Now it was my turn to laugh. “I don’t know how old Selmo is, but Shelia’s got to be 50. I don’t think so, Gar.”
He flopped back into his comfortable spot. “Everybody needs a MILF. What has Trevor been up to? I haven’t seen that creep in a while.”
Taking a sip of water, I thought about Trevor Stiles. He was a troublemaker, plain and simple. If I did pointless errands for the cause, his job was a complete mindless task.
“Trevor led that protest last month up on the north side,” I replied. “Didn’t get very far, but it was quite a mess while it lasted.”
Gareth lit up like a child at Christmas. “Oh, the one where they poured gallons and gallons of animal blood on those riot police from the overpass? That was so cool. I saved the government feed from that shit show. It was righteous, man.”
Righteous didn’t describe the treatment the protestors received from the State’s finest military enforcers. Rumors were 47 people were taken in that day. Though the government never said a peep because the government never acknowledged the protest ever happened.
“Trevor and some others got away,” I whispered. “Twelve protestors met their fate at the zoo the following week.” I glanced somberly at Gareth. “Message received I guess: don’t screw with the government.”
“Yeah,” Gareth replied quietly. “Lions and tigers got to eat too, I suppose.
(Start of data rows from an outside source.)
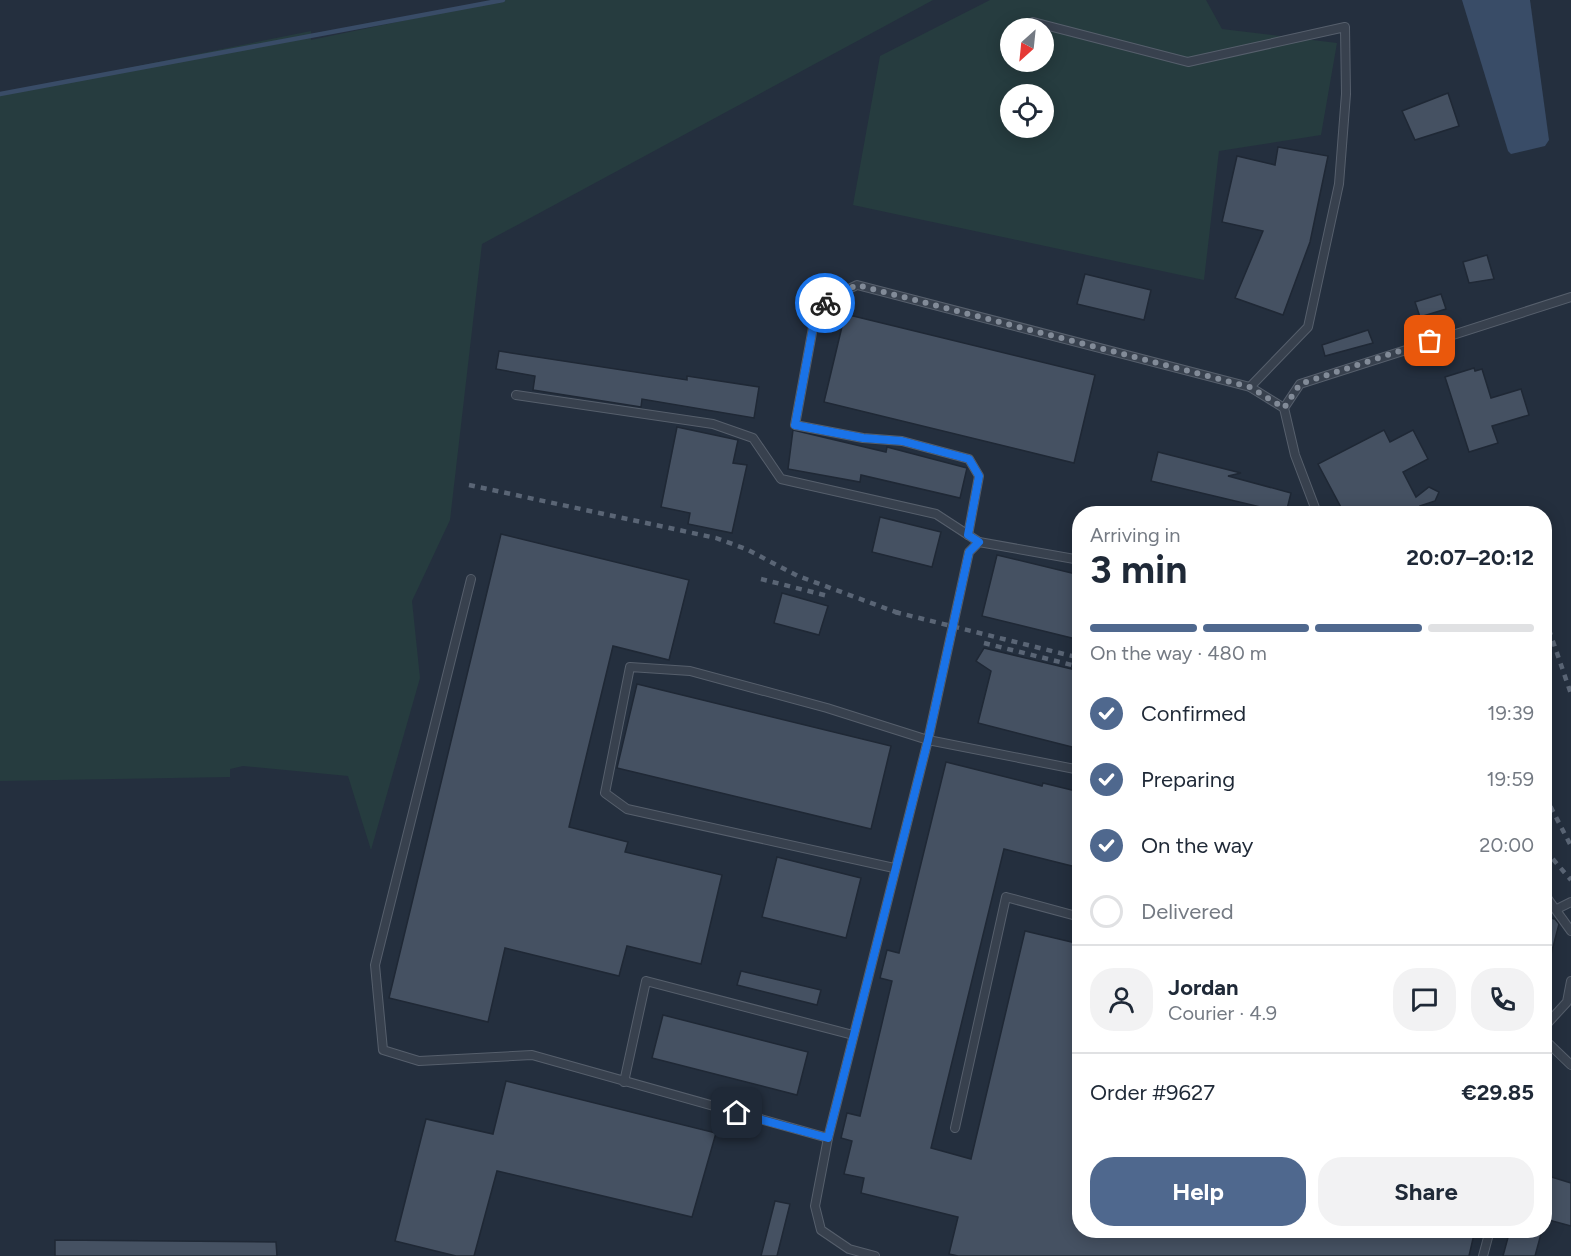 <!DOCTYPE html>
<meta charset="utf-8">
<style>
:root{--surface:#fff;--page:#f2f2f3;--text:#1f2937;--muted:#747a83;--line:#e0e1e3;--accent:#4f688e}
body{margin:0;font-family:Figtree,sans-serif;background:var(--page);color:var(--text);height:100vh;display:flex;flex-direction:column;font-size:22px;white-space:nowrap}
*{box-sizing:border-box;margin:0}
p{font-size:20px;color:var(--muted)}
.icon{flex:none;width:33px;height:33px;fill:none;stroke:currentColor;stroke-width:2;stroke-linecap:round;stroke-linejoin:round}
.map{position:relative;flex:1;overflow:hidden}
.panel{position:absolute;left:1072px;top:506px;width:480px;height:732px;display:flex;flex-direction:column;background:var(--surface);border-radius:24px;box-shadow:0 3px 15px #0003}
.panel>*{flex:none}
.needle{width:39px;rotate:207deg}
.controls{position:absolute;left:1000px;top:18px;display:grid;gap:12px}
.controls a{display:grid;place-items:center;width:54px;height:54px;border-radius:50%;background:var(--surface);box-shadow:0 3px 15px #0003;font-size:30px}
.pin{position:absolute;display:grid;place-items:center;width:51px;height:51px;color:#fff;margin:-26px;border-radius:12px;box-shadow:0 3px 9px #0006}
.courier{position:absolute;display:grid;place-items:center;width:60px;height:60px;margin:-30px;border:4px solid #1a73e8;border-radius:50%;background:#fff;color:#222;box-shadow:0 2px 8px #0007}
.head em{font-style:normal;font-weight:700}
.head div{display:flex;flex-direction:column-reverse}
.head{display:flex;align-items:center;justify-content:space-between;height:102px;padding:0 18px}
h1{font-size:39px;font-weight:700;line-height:45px}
.bar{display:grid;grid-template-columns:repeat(4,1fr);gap:9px 6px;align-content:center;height:72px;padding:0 18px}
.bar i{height:8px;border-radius:4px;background:var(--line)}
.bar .active{background:var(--accent)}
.bar p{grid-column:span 4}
.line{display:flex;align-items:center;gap:15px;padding:0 18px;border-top:2px solid var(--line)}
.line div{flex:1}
.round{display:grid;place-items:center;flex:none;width:63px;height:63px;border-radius:24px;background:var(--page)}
ol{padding:0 18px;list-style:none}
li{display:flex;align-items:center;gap:18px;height:66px}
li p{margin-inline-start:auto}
li .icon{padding:6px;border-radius:50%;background:var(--accent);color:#fff;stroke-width:4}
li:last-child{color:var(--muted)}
li i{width:33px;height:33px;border:3px solid var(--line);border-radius:50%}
.button{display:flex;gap:12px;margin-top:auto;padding:12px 18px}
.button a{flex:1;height:69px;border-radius:24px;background:var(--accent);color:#fff;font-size:24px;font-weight:700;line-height:69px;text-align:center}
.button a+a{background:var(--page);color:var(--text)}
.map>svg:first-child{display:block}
</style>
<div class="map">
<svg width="1571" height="1256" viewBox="0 0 1571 1256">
<rect width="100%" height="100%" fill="#242f3e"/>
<g fill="#263c3f" fill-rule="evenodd">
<polygon points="502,0 933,0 482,244 450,520 412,601 420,678 371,850 348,776 243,766 230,769 230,777 0,781 0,94 311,31 311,40"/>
<path d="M990 0H1206L1222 29 1337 43 1321 135 1219 151 1204 280 853 205 880 56ZM1011 28H1044V62H1011ZM1011 94H1044V128H1011Z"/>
</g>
<polygon fill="#394c67" points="1462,0 1530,0 1549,140 1545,146 1511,154 1508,151"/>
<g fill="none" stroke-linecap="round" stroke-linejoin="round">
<polyline stroke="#394c67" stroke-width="4.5" points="0,94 503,0"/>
</g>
<g fill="#455162" stroke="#1f2835" stroke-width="1.5">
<polygon points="1448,93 1459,126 1415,140 1402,111"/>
<polygon points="1278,147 1328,156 1310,242 1283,315 1235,298 1263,231 1222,222 1237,156 1275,165"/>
<polygon points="1487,255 1494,279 1469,283 1463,262"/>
<polygon points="1085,274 1151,290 1144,320 1077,304"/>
<polygon points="1441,294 1446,309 1420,317 1415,302"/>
<polygon points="845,314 1095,375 1074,463 824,402"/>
<polygon points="1368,330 1373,343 1325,356 1322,345"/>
<polygon points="499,351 687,380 687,376 759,387 754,418 642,399 641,407 533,390 535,376 496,369"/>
<polygon points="1474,368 1475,371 1482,369 1491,398 1521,389 1529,415 1492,426 1498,443 1469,452 1445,377"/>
<polygon points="677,427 738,440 733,463 747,465 732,533 688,524 690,513 661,507"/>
<polygon points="793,430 886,452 887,447 967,468 960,498 861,475 860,482 788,469"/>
<polygon points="1384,430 1390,442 1413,430 1428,459 1403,472 1416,497 1429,487 1439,492 1435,501 1420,506 1424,513 1344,513 1318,464"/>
<polygon points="1158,452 1241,473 1228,476 1291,493 1286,513 1151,481"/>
<polygon points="880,517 941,532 932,567 872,552"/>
<polygon points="501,534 689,580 669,660 613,646 569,827 628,842 625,852 722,875 701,964 627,946 619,976 505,948 488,1022 389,998"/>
<polygon points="997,555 1080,575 1080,640 982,616"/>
<polygon points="782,593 828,606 819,635 774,623"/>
<polygon points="984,648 1080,671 1080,749 978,723 991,671 976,661"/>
<polygon points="637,684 891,746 871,829 617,768"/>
<polygon points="946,762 1042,786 1043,783 1080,792 1080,868 1004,849 931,1148 971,1159 1025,931 1080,944 1080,1230 1475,1230 1469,1256 958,1256 949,1254 958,1217 861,1193 864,1178 844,1174 852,1141 841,1138 847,1113 860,1116 892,981 880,978 887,950 899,953"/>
<polygon points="777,857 861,878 846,938 762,917"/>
<polygon points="1545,917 1555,919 1559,924 1549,962 1545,961"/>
<polygon points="741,971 821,990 817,1005 737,985"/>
<polygon points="663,1015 808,1052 797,1095 652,1058"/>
<polygon points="506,1081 716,1133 692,1217 497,1171 474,1256 456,1256 395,1241 426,1119 493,1134"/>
<polygon points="1545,1175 1571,1183 1571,1226 1545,1219"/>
<polygon points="775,1201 790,1204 777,1256 761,1256"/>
<polygon points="1510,1230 1541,1234 1535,1256 1503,1256"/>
<polygon points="55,1240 276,1242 277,1256 55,1256"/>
</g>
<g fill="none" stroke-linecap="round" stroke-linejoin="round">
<defs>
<g id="service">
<polyline points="1033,22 1188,62 1345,27 1346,94 1339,184 1308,327 1250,387"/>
<polyline points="516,395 713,424 753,438 781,479 936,514 979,542"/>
<polyline points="1317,513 1295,455 1284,408 1300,384 1571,297"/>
<polyline points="968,535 979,476 969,459 902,441 863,438 795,425 814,322 828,299 857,285 1250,387 1284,408"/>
<polyline points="471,579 375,965 383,1050 419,1061 532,1055 828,1138"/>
<polyline points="894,868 627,809 605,793 630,667 690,671 827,708 928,740 969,552 979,542 1080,560"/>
<polyline points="1545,895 1571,931"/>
<polyline points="1557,909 1571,902"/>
<polyline points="1545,1026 1567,1002 1571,981"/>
<polyline points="1545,1040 1571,1065"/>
<polyline points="624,1082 646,981 853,1035"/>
<polyline points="955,1128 1006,897 1080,917"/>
<polyline points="875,1256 849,1249 821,1230 815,1206 828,1138 928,740 1080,770"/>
<polyline points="1483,1256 1490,1230"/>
</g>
</defs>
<use href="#service" stroke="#565f6c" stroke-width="10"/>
<use href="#service" stroke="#38414e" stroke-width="8"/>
<g stroke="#5a6575" stroke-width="4.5" stroke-dasharray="6 6" stroke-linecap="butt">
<polyline points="469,485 716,538 746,549 798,576 901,614"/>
<polyline points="761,579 828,596"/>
<polyline points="895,612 1080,658"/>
<polyline points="1545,618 1571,694"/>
<polyline points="984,643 1080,667"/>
<polyline points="1545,796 1571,846"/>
<polyline points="1545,850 1571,880"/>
</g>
</g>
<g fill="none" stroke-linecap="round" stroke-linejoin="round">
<polyline stroke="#828b98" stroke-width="6" stroke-dasharray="0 10.8" points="825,303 828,299 857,285 1250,387 1284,408 1300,384 1430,341"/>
<polyline stroke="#1a73e8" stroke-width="8" points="737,1113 828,1138 928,740 969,552 979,542 968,535 979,476 969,459 902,441 863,438 795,425 814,322 825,303"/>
</g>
</svg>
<div class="controls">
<a><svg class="needle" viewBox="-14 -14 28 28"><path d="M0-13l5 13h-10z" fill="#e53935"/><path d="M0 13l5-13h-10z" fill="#747a83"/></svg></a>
<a><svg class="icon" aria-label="locate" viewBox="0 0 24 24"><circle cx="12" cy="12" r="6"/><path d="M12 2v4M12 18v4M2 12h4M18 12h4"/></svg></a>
</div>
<div class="pin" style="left:1430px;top:341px;background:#ea580c"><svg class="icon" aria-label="bag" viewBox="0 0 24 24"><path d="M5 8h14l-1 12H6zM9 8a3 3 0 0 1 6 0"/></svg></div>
<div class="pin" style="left:737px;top:1113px;background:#1f2937"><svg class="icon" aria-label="home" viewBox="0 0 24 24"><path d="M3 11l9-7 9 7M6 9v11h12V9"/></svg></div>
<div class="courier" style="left:825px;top:303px"><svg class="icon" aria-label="bike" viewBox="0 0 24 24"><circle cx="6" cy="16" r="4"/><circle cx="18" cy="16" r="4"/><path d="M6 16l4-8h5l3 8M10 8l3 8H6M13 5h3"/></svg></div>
<section class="panel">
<div class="head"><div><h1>3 min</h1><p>Arriving in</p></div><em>20:07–20:12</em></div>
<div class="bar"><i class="active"></i><i class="active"></i><i class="active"></i><i></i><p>On the way · 480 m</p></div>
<ol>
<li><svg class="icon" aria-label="check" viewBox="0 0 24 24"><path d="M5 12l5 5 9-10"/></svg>Confirmed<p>19:39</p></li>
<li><svg class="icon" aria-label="check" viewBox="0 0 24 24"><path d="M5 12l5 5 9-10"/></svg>Preparing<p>19:59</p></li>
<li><svg class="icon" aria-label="check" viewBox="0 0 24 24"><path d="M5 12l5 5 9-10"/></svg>On the way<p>20:00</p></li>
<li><i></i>Delivered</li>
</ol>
<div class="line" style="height:108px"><a class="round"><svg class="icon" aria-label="person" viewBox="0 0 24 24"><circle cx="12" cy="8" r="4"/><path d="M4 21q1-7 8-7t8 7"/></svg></a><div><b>Jordan</b><p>Courier · 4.9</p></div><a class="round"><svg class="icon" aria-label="chat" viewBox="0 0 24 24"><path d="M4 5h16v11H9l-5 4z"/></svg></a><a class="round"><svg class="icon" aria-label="phone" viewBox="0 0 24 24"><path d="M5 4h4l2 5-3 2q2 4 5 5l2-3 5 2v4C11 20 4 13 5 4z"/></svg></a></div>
<div class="line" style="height:78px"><div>Order #9627</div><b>€29.85</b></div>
<div class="button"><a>Help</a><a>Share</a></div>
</section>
</div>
But that’s why we stay at them. They can’t run our lives like they try to do. We have to break them, Trent. Victory or death.”
True, but how many more had to die before our side won? One hundred, one thousand, more? Was that our fate eventually? Getting caught in a trap we should have easily spotted, but were too caught up with ourselves to realize it until it was too late?
Slapping the keyboard back on his lap, Gareth’s long skinny fingers sailed across the keys. “What do you say we see what’s new with Lucy?”
Staring at the TV, I nodded absentmindedly. Yeah, I thought. Let’s see what her day looks like. Maybe her last day of this hell.